MATERIAL FOR THIS EXERCISE Block Start
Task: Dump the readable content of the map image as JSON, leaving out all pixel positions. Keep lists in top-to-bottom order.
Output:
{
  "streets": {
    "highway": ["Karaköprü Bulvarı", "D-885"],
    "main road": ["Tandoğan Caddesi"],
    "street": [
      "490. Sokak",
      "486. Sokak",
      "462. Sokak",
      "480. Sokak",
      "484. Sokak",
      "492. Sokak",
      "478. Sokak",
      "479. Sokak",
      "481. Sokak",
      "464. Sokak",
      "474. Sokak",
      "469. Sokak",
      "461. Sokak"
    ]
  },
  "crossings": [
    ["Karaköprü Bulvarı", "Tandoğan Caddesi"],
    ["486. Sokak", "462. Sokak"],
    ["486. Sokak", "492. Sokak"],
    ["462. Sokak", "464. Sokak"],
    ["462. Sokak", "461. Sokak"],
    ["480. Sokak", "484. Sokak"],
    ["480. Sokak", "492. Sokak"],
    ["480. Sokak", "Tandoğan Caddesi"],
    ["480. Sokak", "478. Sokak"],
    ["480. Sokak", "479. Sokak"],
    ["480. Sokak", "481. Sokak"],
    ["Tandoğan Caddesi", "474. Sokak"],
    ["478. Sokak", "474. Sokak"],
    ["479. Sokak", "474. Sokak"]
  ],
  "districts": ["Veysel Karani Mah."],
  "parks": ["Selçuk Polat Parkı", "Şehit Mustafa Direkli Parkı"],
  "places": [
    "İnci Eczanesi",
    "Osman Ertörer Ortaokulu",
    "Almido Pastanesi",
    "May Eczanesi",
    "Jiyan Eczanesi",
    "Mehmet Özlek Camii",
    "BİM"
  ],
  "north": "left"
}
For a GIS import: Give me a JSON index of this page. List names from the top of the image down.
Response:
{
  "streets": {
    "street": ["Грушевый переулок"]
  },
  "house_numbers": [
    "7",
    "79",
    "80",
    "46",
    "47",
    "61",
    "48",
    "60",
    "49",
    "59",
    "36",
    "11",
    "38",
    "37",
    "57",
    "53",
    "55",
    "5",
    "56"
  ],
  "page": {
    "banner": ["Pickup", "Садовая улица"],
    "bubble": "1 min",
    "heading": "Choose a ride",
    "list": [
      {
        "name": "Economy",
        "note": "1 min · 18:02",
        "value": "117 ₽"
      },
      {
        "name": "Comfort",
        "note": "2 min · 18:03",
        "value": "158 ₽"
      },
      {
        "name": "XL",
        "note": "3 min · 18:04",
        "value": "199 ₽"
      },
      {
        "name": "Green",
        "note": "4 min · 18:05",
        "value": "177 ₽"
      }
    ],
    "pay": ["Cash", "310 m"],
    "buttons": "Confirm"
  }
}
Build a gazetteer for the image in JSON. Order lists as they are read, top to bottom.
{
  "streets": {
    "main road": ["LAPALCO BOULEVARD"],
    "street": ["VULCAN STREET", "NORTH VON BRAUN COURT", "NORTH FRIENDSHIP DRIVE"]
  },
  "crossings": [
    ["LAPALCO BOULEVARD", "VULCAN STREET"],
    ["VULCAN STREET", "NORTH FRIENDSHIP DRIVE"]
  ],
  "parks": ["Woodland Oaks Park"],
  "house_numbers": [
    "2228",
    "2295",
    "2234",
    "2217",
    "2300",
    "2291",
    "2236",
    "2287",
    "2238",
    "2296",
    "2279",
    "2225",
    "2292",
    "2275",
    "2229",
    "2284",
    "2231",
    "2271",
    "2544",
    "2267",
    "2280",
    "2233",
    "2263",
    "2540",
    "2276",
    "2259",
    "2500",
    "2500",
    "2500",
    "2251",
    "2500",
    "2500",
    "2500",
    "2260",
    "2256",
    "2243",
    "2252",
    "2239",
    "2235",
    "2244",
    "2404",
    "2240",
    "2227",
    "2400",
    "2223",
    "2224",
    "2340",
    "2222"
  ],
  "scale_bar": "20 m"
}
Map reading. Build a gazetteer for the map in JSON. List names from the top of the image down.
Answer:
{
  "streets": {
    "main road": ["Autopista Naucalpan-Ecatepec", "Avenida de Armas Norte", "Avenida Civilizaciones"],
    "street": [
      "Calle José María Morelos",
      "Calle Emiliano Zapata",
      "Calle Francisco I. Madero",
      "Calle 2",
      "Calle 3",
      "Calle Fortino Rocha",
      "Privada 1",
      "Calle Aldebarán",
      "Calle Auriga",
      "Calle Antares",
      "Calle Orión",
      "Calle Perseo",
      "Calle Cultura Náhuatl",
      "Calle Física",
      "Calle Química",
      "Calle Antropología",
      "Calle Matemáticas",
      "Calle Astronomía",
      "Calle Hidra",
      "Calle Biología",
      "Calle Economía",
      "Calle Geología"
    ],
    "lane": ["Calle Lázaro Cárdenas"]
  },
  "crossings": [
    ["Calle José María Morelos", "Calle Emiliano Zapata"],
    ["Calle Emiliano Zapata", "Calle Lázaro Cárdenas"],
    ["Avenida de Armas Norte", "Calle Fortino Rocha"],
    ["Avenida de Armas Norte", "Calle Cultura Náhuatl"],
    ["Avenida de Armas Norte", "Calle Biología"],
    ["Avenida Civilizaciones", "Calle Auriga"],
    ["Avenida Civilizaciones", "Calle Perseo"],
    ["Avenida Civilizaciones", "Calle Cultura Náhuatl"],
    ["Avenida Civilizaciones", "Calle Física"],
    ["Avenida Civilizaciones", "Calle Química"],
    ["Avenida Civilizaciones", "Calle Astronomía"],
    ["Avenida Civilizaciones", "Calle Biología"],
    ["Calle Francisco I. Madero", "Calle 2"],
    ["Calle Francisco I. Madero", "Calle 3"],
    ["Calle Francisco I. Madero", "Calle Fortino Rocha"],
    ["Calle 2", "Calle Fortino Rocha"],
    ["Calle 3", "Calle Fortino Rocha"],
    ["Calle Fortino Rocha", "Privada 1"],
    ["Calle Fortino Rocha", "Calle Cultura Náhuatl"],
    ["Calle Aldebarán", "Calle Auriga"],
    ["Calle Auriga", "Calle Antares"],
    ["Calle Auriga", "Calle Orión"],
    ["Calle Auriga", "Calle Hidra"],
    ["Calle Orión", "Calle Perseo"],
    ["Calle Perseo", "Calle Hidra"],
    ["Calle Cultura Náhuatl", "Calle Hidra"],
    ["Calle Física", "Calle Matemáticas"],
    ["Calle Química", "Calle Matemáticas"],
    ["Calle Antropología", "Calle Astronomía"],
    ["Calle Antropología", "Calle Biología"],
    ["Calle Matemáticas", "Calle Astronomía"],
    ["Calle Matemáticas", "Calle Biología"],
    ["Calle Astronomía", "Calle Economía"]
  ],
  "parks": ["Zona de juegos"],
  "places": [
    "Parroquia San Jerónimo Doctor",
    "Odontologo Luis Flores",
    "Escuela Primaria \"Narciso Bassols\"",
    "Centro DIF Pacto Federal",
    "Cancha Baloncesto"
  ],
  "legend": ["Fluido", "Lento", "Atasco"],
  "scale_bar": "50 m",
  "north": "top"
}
MATERIAL FOR THIS EXERCISE Block End
WHAT YOU ARE ASKED TO DO:
In the data above, copy every line where the string "José" appears.

RESULT OF THE TASK:
      "Calle José María Morelos",
    ["Calle José María Morelos", "Calle Emiliano Zapata"],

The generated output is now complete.